The ground works are detailed and the grid is 6m.

What risk allocations would be applied for this size of building for the options please.

Thank you
Best regards
Chris Eaglen

Replies

Samer Zawaydeh
User offline. Last seen 5 years 8 weeks ago. Offline
Joined: 3 Aug 2008
Posts: 1664
Dear Anoon,

It ok, you can keep asking question until the day you expire. Learning never stops. Chris can have 40 years experience in a particular field, and now he is practicing something different.

The foot print of the model that he is studying is 45x75 = 3375m2.

For a steel building, we still need to ask another 50 questions to come close the a good approximation of the weight per square meter. This can be between 30-120kg/m2 approximately. For example let us take 50kg/m2 x 3375 = say 170MT. This can be Engineered and Manufactured in 2-3 weeks and installed complete in 6-8 weeks. So you are talking about a complete job within 2-3 months.

For a concrete building, you have the vertical elements (84 columns with shear walls) this will take say 1-2 weeks, slab work for 3375m2 might take 6-8 weeks, and removal of shutter will take another 2+1 week cleaning, and you end up with a skeleton without the sides within 3-4 months time. Maybe less if you have the necessary formwork and manpower.

So time wise, if you have a scenario where a RC building can be faster than concrete building, I would like to hear it. In RC you need huge amounts of scafolding and manpower.

With kind regards,

Samer
Anoon Iimos
User offline. Last seen 2 years 15 weeks ago. Offline
Joined: 22 Sep 2006
Posts: 1422
Hi Samer,

It is shown that Chris has 37 years experience in Design Related Planning (4 years more than Mike).

He should give us advices and not questions.

How could you say that Cost wise, RC Concrete is cheaper than Steel when Time wise you are going to finish longer when using RC Concrete?

All these things has to be calculated and concluded.

Best regards
Samer Zawaydeh
User offline.
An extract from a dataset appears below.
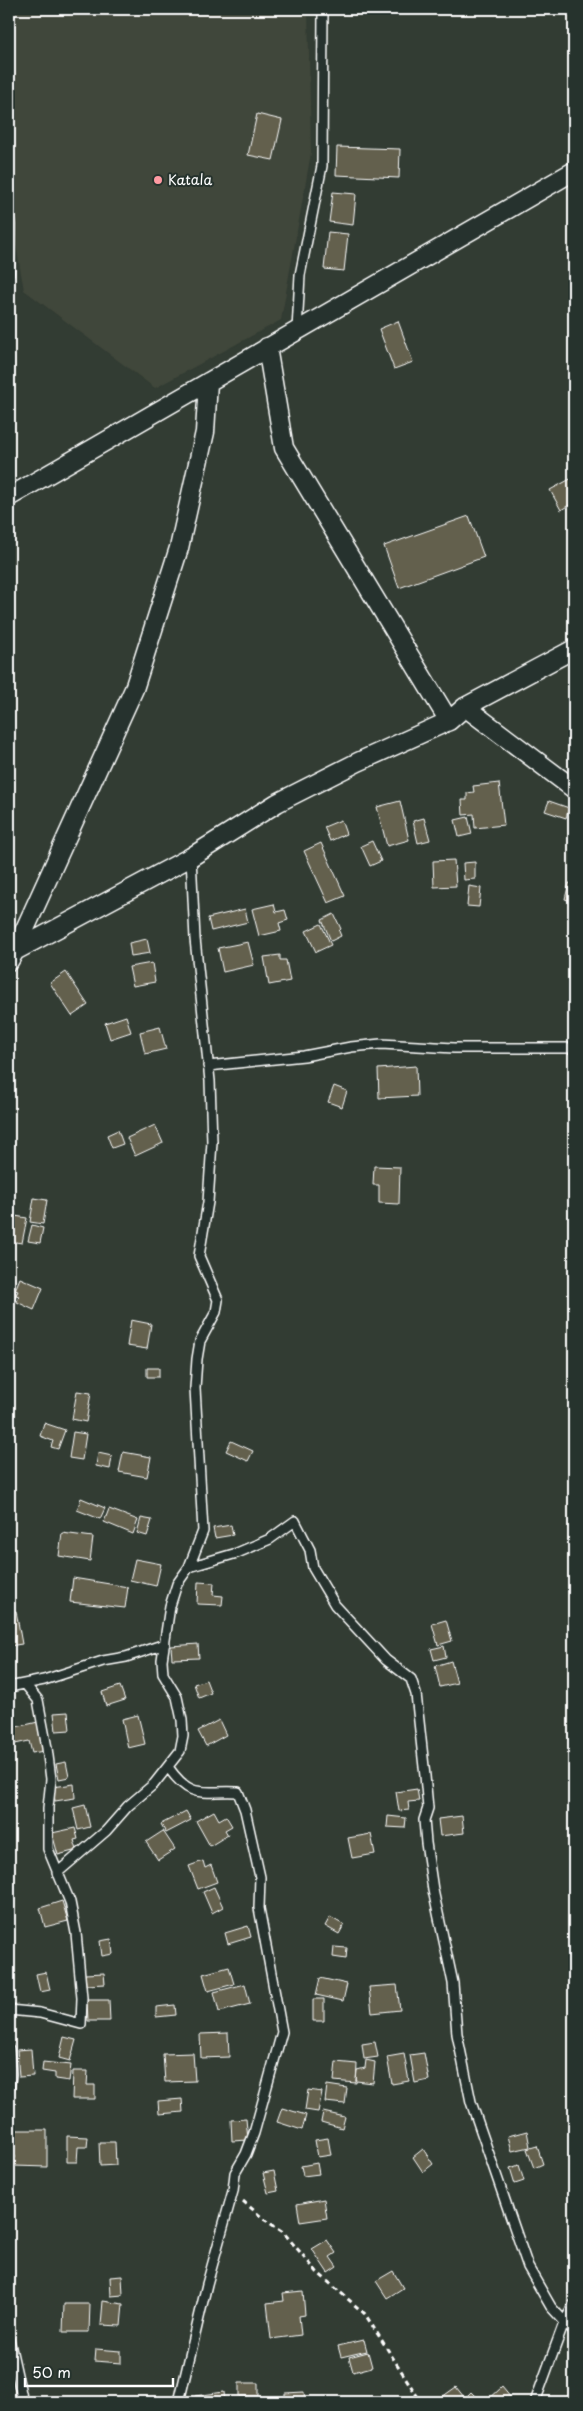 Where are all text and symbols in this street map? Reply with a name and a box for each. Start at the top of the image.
place label: Katala [168,169,212,190]
marker: Katala [152,174,164,186]
scale bar [25,2356,172,2388]
text: 50 m [32,2360,71,2383]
Last seen 5 years 8 weeks ago. Offline
Joined: 3 Aug 2008
Posts: 1664
Dear Chris,

In addition to what Mike said, I would like to add that this is "Location" dependent.
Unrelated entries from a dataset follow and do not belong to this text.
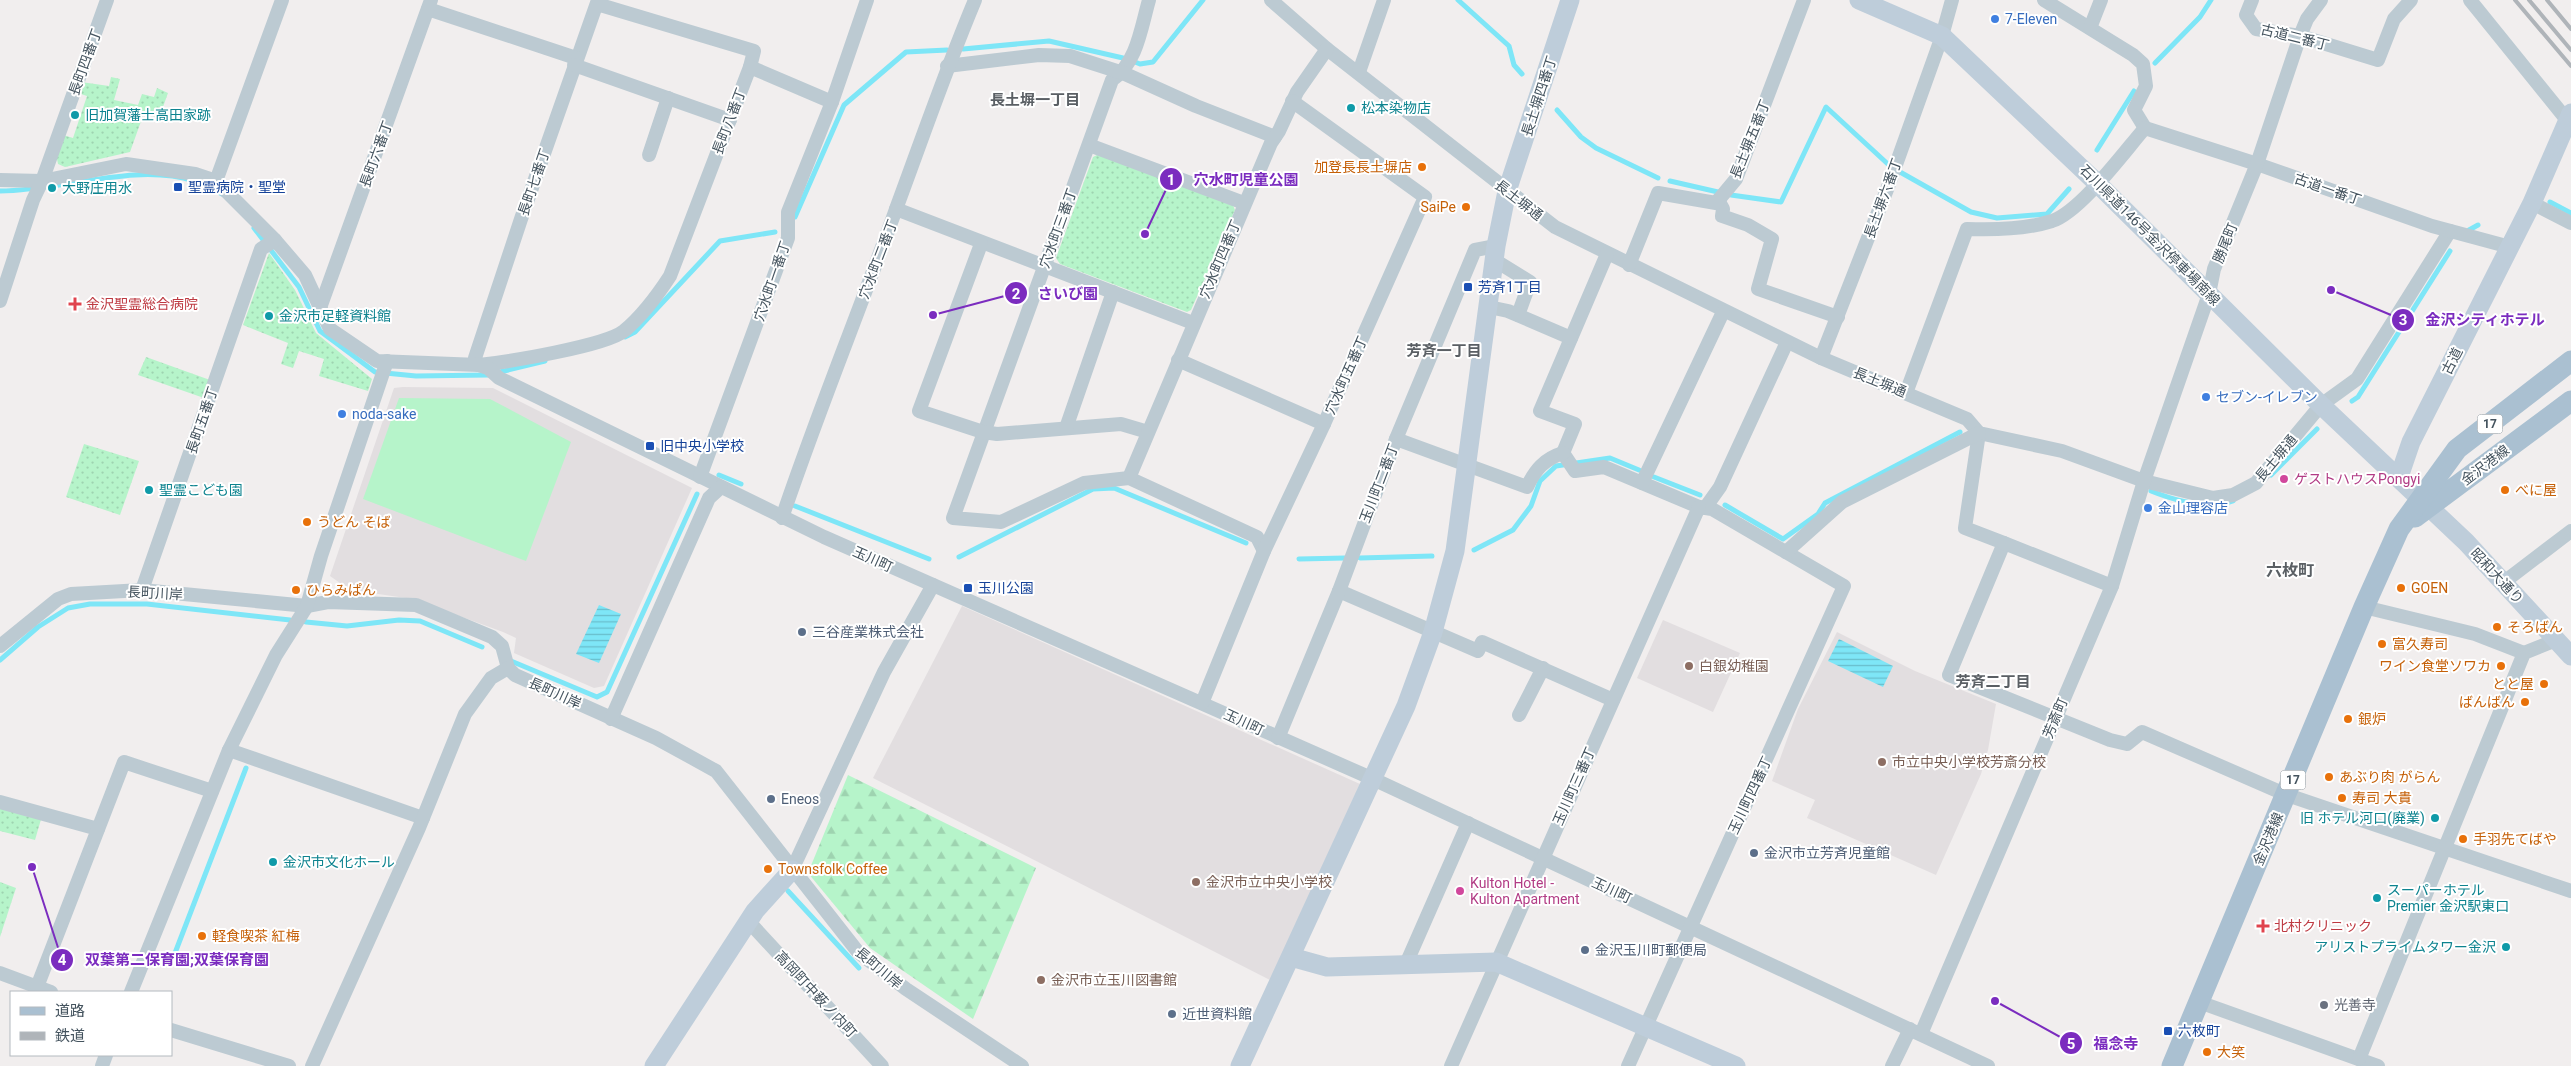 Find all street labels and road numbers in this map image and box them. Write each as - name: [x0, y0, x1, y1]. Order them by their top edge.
- street label: 古道二番丁: [2259, 21, 2331, 53]
- street label: 長町四番丁: [66, 26, 104, 98]
- street label: 長土塀四番丁: [1518, 54, 1560, 138]
- street label: 長町八番丁: [709, 85, 749, 157]
- street label: 長土塀五番丁: [1727, 97, 1773, 181]
- street label: 長町六番丁: [357, 118, 395, 190]
- street label: 長町七番丁: [515, 146, 553, 218]
- street label: 長土塀六番丁: [1861, 156, 1905, 240]
- street label: 石川県道146号金沢停車場南線: [2077, 162, 2223, 308]
- street label: 古道一番丁: [2292, 170, 2364, 208]
- street label: 長土塀通: [1492, 176, 1546, 224]
- street label: 穴水町三番丁: [1036, 186, 1080, 270]
- street label: 穴水町二番丁: [855, 217, 901, 301]
- street label: 穴水町四番丁: [1196, 217, 1244, 301]
- street label: 勝尾町: [2210, 221, 2240, 265]
- street label: 穴水町一番丁: [751, 239, 793, 323]
- street label: 穴水町五番丁: [1322, 333, 1370, 417]
- street label: 古道: [2439, 345, 2465, 377]
- street label: 長土塀通: [1851, 364, 1909, 400]
- street label: 長町五番丁: [183, 384, 221, 456]
- road number: 17: [2478, 414, 2502, 434]
- street label: 長土塀通: [2252, 431, 2300, 485]
- street label: 玉川町二番丁: [1356, 441, 1402, 525]
- street label: 金沢港線: [2458, 442, 2512, 488]
- street label: 玉川町: [851, 543, 895, 575]
- street label: 昭和大通り: [2467, 545, 2527, 607]
- street label: 長町川岸: [127, 584, 183, 602]
- street label: 長町川岸: [526, 674, 584, 712]
- street label: 芳斎町: [2039, 696, 2071, 740]
- street label: 玉川町: [1222, 706, 1266, 738]
- street label: 玉川町三番丁: [1550, 744, 1598, 828]
- street label: 玉川町四番丁: [1725, 754, 1775, 836]
- road number: 17: [2280, 770, 2306, 790]
- street label: 金沢港線: [2250, 810, 2286, 868]
- street label: 玉川町: [1590, 874, 1634, 906]
- street label: 長町川岸: [852, 944, 906, 992]
- street label: 高岡町中薮ノ内町: [772, 948, 860, 1040]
I would suggest that you send out the same inquiry to 3 steel fabrication and erectors, and 3 Concrete General Contractors in the same area. They will be able to provide you with cost and time differences.

But in general, the following might be correct

Cost wise (Cheapest): RC Concrete
Time wise (fastest): Steel

With kind regards,

Samer
Mike Testro
User offline. Last seen 6 weeks 3 hours ago. Offline
Joined: 14 Dec 2005
Posts: 4418
Hi Chris

Generally if there is enough lead time for design and procurement a steel frame will go up quicker than insitu concrete.
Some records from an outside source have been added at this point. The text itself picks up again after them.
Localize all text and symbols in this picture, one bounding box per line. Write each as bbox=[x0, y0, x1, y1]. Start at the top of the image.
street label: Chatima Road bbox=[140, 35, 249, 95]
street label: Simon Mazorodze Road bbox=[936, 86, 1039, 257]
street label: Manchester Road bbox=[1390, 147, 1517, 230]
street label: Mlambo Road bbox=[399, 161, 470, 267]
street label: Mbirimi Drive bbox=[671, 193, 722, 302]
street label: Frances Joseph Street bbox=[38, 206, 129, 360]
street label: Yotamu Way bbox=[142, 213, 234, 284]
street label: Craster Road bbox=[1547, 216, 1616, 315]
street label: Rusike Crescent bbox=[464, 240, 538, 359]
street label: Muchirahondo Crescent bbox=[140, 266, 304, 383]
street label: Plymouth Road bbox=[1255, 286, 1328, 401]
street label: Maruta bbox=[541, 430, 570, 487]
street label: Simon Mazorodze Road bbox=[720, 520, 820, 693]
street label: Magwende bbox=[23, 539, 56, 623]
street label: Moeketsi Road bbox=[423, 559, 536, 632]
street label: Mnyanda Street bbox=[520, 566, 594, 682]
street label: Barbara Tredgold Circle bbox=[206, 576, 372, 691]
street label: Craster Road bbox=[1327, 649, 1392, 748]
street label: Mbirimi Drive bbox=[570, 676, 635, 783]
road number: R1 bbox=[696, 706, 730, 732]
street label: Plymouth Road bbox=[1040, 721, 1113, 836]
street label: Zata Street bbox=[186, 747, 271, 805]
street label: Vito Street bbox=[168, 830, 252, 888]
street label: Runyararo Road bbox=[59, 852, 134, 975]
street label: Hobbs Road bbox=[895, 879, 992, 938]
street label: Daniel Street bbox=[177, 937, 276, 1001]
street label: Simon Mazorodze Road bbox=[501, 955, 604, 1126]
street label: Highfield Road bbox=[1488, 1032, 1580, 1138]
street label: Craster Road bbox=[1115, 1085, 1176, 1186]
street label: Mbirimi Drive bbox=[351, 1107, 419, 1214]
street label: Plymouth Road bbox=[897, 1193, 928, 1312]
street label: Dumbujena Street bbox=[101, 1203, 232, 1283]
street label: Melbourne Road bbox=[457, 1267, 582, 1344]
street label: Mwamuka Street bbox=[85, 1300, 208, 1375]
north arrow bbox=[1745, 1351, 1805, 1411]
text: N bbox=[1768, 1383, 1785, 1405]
Wrinkly tin sheet will go on a steel frame for an insitu concrete slab - usually the quickest combination.

Points against Steel frame include:

Ceiling Void Heigths for horizontal services
Fire Protection
Noise transmission

If you can ensure a design break between pile caps and ground floor slab then your steel frame can fly up and the GF slab can work under the 1st floor slab. (You didn’t mention a basement but this sequence still works)

Look out for lift shaft and risers which may have to be insitu concrete which can be slipformed if necessary.

I think that covers it.

If you would like to see a typical insitu concrete column and flat slab programme then email me at planning.services@xlninternet.co.uk

Best regards

Mike Testro

PS I have moved your thread to a more relevant topic.